6. Should all campaign contributions and expenditures be publicly disclosed? Or should Congress and the states allow small donations to be anonymous? In view of all that secret money that flows through nonprofit groups for political “issue ads,” how do we force them to disclose their sources?

7. Should public financing of campaigns be required, permitted, or prohibited?

8. Does the amendment cover both candidate elections and public votes on ballot measures?

9. Are all levels of government covered: federal, state, city, town, and county?

10. Is any special wording needed to protect freedom of the press?

11. Should other subjects be covered in the amendment, such as making election day a holiday, shortening the campaign season, simplifying voter registration, requiring paper ballots, addressing voter disenfranchisement?

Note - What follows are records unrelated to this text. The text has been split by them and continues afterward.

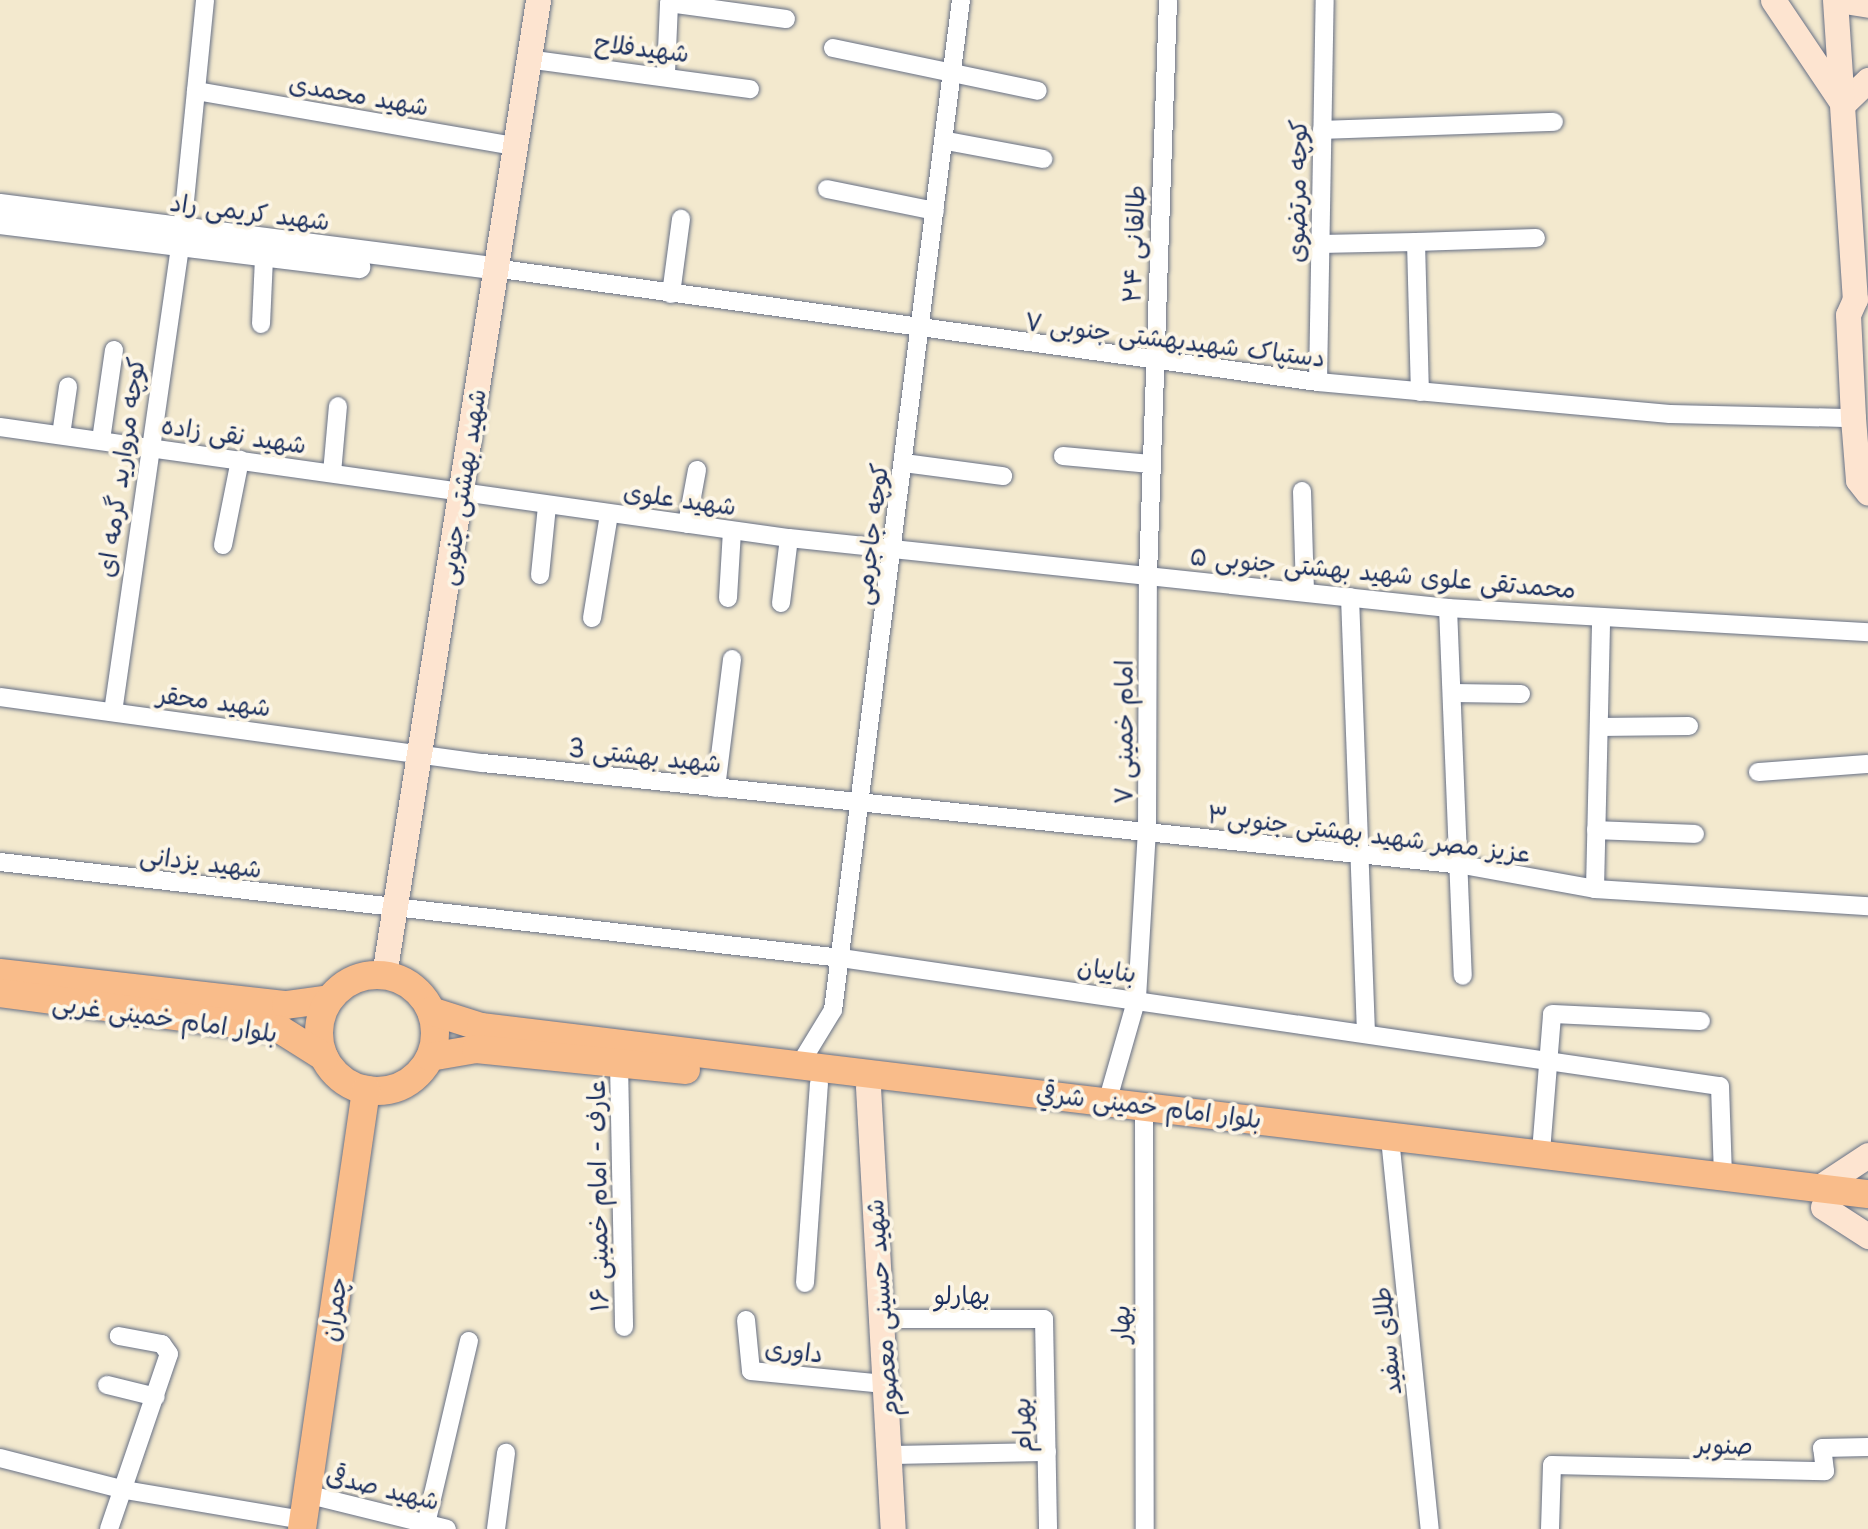 <!DOCTYPE html>
<html>
<head>
<meta charset="utf-8">
<style>
  body { margin:0 }
  #map { position:relative; width:1868px; height:1529px; overflow:hidden; background:#f3e9ce; font-family:"Playpen Sans","Playpen Sans Arabic",sans-serif }
  div>[style] { position:absolute }
  .roads { filter:drop-shadow(0 0 2px #677085) drop-shadow(0 0 2px #677085) }
  .minor>* { height:18px; margin:-9px; padding:0 9px; transform-origin:9px; border-radius:9px; background:#fff }
  .tertiary>* { height:22px; margin:-11px; padding:0 11px; transform-origin:11px; border-radius:11px; background:#fff }
  .secondary>* { height:25px; margin:-12.5px; padding:0 12.5px; transform-origin:12.5px; border-radius:12.5px; background:#fde4d0 }
  .primary>* { height:28px; margin:-14px; padding:0 14px; transform-origin:14px; border-radius:14px; background:#f9bc8a }
  .primary>.ring { margin:-14px; padding:0; box-sizing:content-box; background:none; border:28px solid #f9bc8a; border-radius:50% }
  span { translate:-50% -50%; white-space:nowrap; text-align:center; line-height:1.15; -webkit-text-stroke:8px #fcf5e5; paint-order:stroke }
  .street-label { font-size:25px; color:#1b2f5e }
</style>
</head>
<body>
<div id="map">
  <div class="roads">
    <div class="minor">
      <div style="left:833px;top:48px;width:209px;rotate:11.8deg"></div>
      <div style="left:527px;top:59px;width:225px;rotate:7.7deg"></div>
      <div style="left:666px;top:73px;width:70px;rotate:-87.5deg"></div>
      <div style="left:669px;top:3px;width:118px;rotate:7.8deg"></div>
      <div style="left:196px;top:91px;width:323px;rotate:9.8deg"></div>
      <div style="left:1322px;top:130px;width:232px;rotate:-2deg"></div>
      <div style="left:947px;top:141px;width:98px;rotate:10.6deg"></div>
      <div style="left:827px;top:189px;width:110px;rotate:11.5deg"></div>
      <div style="left:1416px;top:242px;width:120px;rotate:-1.9deg"></div>
      <div style="left:1320px;top:244px;width:96px;rotate:-1.2deg"></div>
      <div style="left:1416px;top:242px;width:150px;rotate:88.5deg"></div>
      <div style="left:494px;top:268px;width:832px;rotate:7.88deg"></div>
      <div style="left:1318px;top:382px;width:353px;rotate:5.2deg"></div>
      <div style="left:1670px;top:414px;width:183px;rotate:1.3deg"></div>
      <div style="left:671px;top:294px;width:76px;rotate:-82.4deg"></div>
      <div style="left:261px;top:324px;width:67px;rotate:-87.4deg"></div>
      <div style="left:1318px;top:382px;width:382px;rotate:-89deg"></div>
      <div style="left:0;top:427px;width:797px;rotate:8.01deg"></div>
      <div style="left:789px;top:538px;width:663px;rotate:6.06deg"></div>
      <div style="left:1448px;top:608px;width:421px;rotate:3.3deg"></div>
      <div style="left:61px;top:435px;width:49px;rotate:-81.7deg"></div>
      <div style="left:101px;top:440px;width:91px;rotate:-81.8deg"></div>
      <div style="left:1063px;top:456px;width:88px;rotate:5.2deg"></div>
      <div style="left:904px;top:463px;width:100px;rotate:7.5deg"></div>
      <div style="left:332px;top:473px;width:67px;rotate:-84.9deg"></div>
      <div style="left:1302px;top:491px;width:101px;rotate:88.3deg"></div>
      <div style="left:687px;top:524px;width:55px;rotate:-79.5deg"></div>
      <div style="left:223px;top:545px;width:87px;rotate:-78.7deg"></div>
      <div style="left:540px;top:575px;width:69px;rotate:-84.2deg"></div>
      <div style="left:1350px;top:597px;width:436px;rotate:87.9deg"></div>
      <div style="left:728px;top:598px;width:67px;rotate:-86.6deg"></div>
      <div style="left:781px;top:603px;width:65px;rotate:-83deg"></div>
      <div style="left:1448px;top:608px;width:368px;rotate:87.7deg"></div>
      <div style="left:592px;top:618px;width:105px;rotate:-80.7deg"></div>
      <div style="left:1453px;top:693px;width:68px;rotate:0.8deg"></div>
      <div style="left:0;top:697px;width:487px;rotate:7.8deg"></div>
      <div style="left:483px;top:763px;width:985px;rotate:5.94deg"></div>
      <div style="left:1463px;top:865px;width:134px;rotate:10.3deg"></div>
      <div style="left:1595px;top:889px;width:274px;rotate:3.6deg"></div>
      <div style="left:113px;top:712px;width:486px;rotate:-81.8deg"></div>
      <div style="left:182px;top:231px;width:232px;rotate:-84.3deg"></div>
      <div style="left:1599px;top:727px;width:90px;rotate:-0.6deg"></div>
      <div style="left:1758px;top:772px;width:110px;rotate:-4.2deg"></div>
      <div style="left:716px;top:788px;width:130px;rotate:-82.9deg"></div>
      <div style="left:1596px;top:830px;width:99px;rotate:2.3deg"></div>
      <div style="left:0;top:862px;width:846px;rotate:6.51deg"></div>
      <div style="left:841px;top:958px;width:888px;rotate:8.29deg"></div>
      <div style="left:1720px;top:1086px;width:91px;rotate:88.1deg"></div>
      <div style="left:1595px;top:889px;width:272px;rotate:-88.7deg"></div>
      <div style="left:619px;top:1063px;width:264px;rotate:88.9deg"></div>
      <div style="left:800px;top:1064px;width:63px;rotate:-58.6deg"></div>
      <div style="left:833px;top:1010px;width:1018px;rotate:-82.78deg"></div>
      <div style="left:1108px;top:1099px;width:105px;rotate:-74deg"></div>
      <div style="left:1137px;top:998px;width:166px;rotate:-86.6deg"></div>
      <div style="left:1147px;top:832px;width:258px;rotate:-89.8deg"></div>
      <div style="left:1148px;top:574px;width:574px;rotate:-88deg"></div>
      <div style="left:1144px;top:1119px;width:410px;rotate:89.9deg"></div>
      <div style="left:1391px;top:1148px;width:383px;rotate:84.2deg"></div>
      <div style="left:1541px;top:1152px;width:138px;rotate:-85.4deg"></div>
      <div style="left:1552px;top:1014px;width:149px;rotate:2.7deg"></div>
      <div style="left:805px;top:1283px;width:200px;rotate:-86deg"></div>
      <div style="left:881px;top:1319px;width:163px"></div>
      <div style="left:1044px;top:1319px;width:210px;rotate:88.9deg"></div>
      <div style="left:746px;top:1320px;width:51px;rotate:84.4deg"></div>
      <div style="left:751px;top:1371px;width:134px;rotate:5.6deg"></div>
      <div style="left:107px;top:1385px;width:50px;rotate:13.8deg"></div>
      <div style="left:890px;top:1455px;width:157px;rotate:-1.1deg"></div>
      <div style="left:0;top:1458px;width:129px;rotate:14.4deg"></div>
      <div style="left:125px;top:1490px;width:181px;rotate:9.6deg"></div>
      <div style="left:306px;top:1494px;width:145px;rotate:13.9deg"></div>
      <div style="left:426px;top:1524px;width:188px;rotate:-76.8deg"></div>
      <div style="left:109px;top:1529px;width:185px;rotate:-71.1deg"></div>
      <div style="left:169px;top:1354px;width:12px;rotate:-125deg"></div>
      <div style="left:162px;top:1344px;width:44px;rotate:-169.5deg"></div>
      <div style="left:496px;top:1529px;width:77px;rotate:-82.5deg"></div>
      <div style="left:1550px;top:1529px;width:64px;rotate:-88.2deg"></div>
      <div style="left:1552px;top:1465px;width:273px;rotate:1.3deg"></div>
      <div style="left:1825px;top:1471px;width:23px;rotate:-97deg"></div>
      <div style="left:1822px;top:1448px;width:46px;rotate:-1.2deg"></div>
    </div>
    <div class="tertiary">
      <div style="left:0;top:205px;width:498px;rotate:7.3deg"></div>
      <div style="left:0;top:223px;width:362px;rotate:7deg"></div>
    </div>
    <div class="secondary">
      <div style="left:1773px;top:0;width:125px;rotate:56.1deg"></div>
      <div style="left:1843px;top:104px;width:35px;rotate:-44deg"></div>
      <div style="left:1835px;top:0;width:300px;rotate:86.2deg"></div>
      <div style="left:1855px;top:299px;width:17px;rotate:114deg"></div>
      <div style="left:1848px;top:315px;width:103px;rotate:87.2deg"></div>
      <div style="left:1853px;top:418px;width:62px;rotate:85.4deg"></div>
      <div style="left:1858px;top:480px;width:16px;rotate:52deg"></div>
      <div style="left:1838px;top:0;width:30px;rotate:9deg"></div>
      <div style="left:384px;top:975px;width:987px;rotate:-81.02deg"></div>
      <div style="left:868px;top:1087px;width:443px;rotate:86.8deg"></div>
      <div style="left:1818px;top:1188px;width:60px;rotate:-33.4deg"></div>
      <div style="left:1823px;top:1207px;width:54px;rotate:32.8deg"></div>
    </div>
    <div class="primary">
      <div style="left:0;top:973px;width:288px;rotate:6.4deg"></div>
      <div style="left:286px;top:1005px;width:44px;rotate:-7.8deg"></div>
      <div class="ring" style="left:319px;top:975px;width:88px;height:88px"></div>
      <div style="left:0;top:993px;width:283px;rotate:7.5deg"></div>
      <div style="left:281px;top:1030px;width:51px;rotate:32.1deg"></div>
      <div style="left:431px;top:1011px;width:52px;rotate:17.7deg"></div>
      <div style="left:481px;top:1027px;width:1397px;rotate:6.87deg"></div>
      <div style="left:430px;top:1057px;width:47px;rotate:-9.9deg"></div>
      <div style="left:476px;top:1049px;width:211px;rotate:5.7deg"></div>
      <div style="left:302px;top:1529px;width:444px;rotate:-81.7deg"></div>
    </div>
  </div>
  <div class="street-label">
    <span style="left:642px;top:47px;rotate:7deg">شهیدفلاح</span>
    <span style="left:359px;top:94px;rotate:10deg">شهید محمدی</span>
    <span style="left:1296px;top:191px;rotate:-89deg">کوچه مرتضوی</span>
    <span style="left:250px;top:211px;rotate:7deg">شهید کریمی راد</span>
    <span style="left:1133px;top:244px;rotate:-88deg">طالقانی ۲۴</span>
    <span style="left:1175px;top:339px;rotate:7deg">دستپاک شهیدبهشتی جنوبی ۷</span>
    <span style="left:234px;top:434px;rotate:8deg">شهید نقی زاده</span>
    <span style="left:120px;top:467px;rotate:-82deg">کوچه مروارید گرمه ای</span>
    <span style="left:461px;top:487px;rotate:-81deg">شهید بهشتی جنوبی</span>
    <span style="left:680px;top:498px;rotate:8deg">شهید علوی</span>
    <span style="left:870px;top:534px;rotate:-83deg">کوچه جاجرمی</span>
    <span style="left:1383px;top:572px;rotate:5deg">محمدتقی علوی شهید بهشتی جنوبی ۵</span>
    <span style="left:214px;top:700px;rotate:7deg">شهید محقر</span>
    <span style="left:1123px;top:732px;rotate:-90deg">امام خمینی ۷</span>
    <span style="left:645px;top:755px;rotate:6deg">شهید بهشتی 3</span>
    <span style="left:1369px;top:833px;rotate:7deg">عزیز مصر شهید بهشتی جنوبی۳</span>
    <span style="left:201px;top:861px;rotate:7deg">شهید یزدانی</span>
    <span style="left:1107px;top:969px;rotate:8deg">بناییان</span>
    <span style="left:165px;top:1017px;rotate:8deg">بلوار امام خمینی غربی</span>
    <span style="left:1149px;top:1105px;rotate:7deg">بلوار امام خمینی شرقي</span>
    <span style="left:597px;top:1196px;rotate:-91deg">عارف - امام خمینی ۱۶</span>
    <span style="left:962px;top:1294px">بهارلو</span>
    <span style="left:881px;top:1308px;rotate:-94deg">شهید حسینی معصوم</span>
    <span style="left:333px;top:1309px;rotate:-82deg">چمران</span>
    <span style="left:1120px;top:1324px;rotate:-90deg">بهار</span>
    <span style="left:1386px;top:1341px;rotate:-96deg">طلای سفید</span>
    <span style="left:794px;top:1350px;rotate:6deg">داوری</span>
    <span style="left:1021px;top:1425px;rotate:-91deg">بهرام</span>
    <span style="left:1724px;top:1444px;rotate:1deg">صنوبر</span>
    <span style="left:383px;top:1487px;rotate:14deg">شهید صدقی</span>
  </div>
</div>
</body>
</html>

12. Should there be two or more amendments to carry different aspects of these issues, or one unified proposal?

…and of course, is the language as brief and clear as it can be?

My answers would be:

1. Drive big money out of elections.
2. Takes a lot of legal study to be sure about this.
3. Immediate effect.
4. e. – although the business entities are the biggest danger.
5. b. – use legislation to set limits.
6. Legislatively, force disclosure of all large donors whose money is used for politics.
7. Permit.
8. Both.
9. All.
10. No.
11. No.
12. One, though some days I think abolishing corporate personhood should be separate.

This is the sixth piece I’ve written this year on this subject. In January I proposed a simple version: only citizens can vote, only citizens should finance campaigns. In April I compared the main alternatives offered at that time. In November I pointed out the problems with a single focus on corporate personhood, followed by two blogs praising Deutch and then Sanders for what they introduced — as the best so far. (Click on my name above to access them.)

But what I really think we need is for all the proponents to get their ideas out on the table, have a big summit conference, test each approach using criteria such as these twelve, and forge a unified amendment.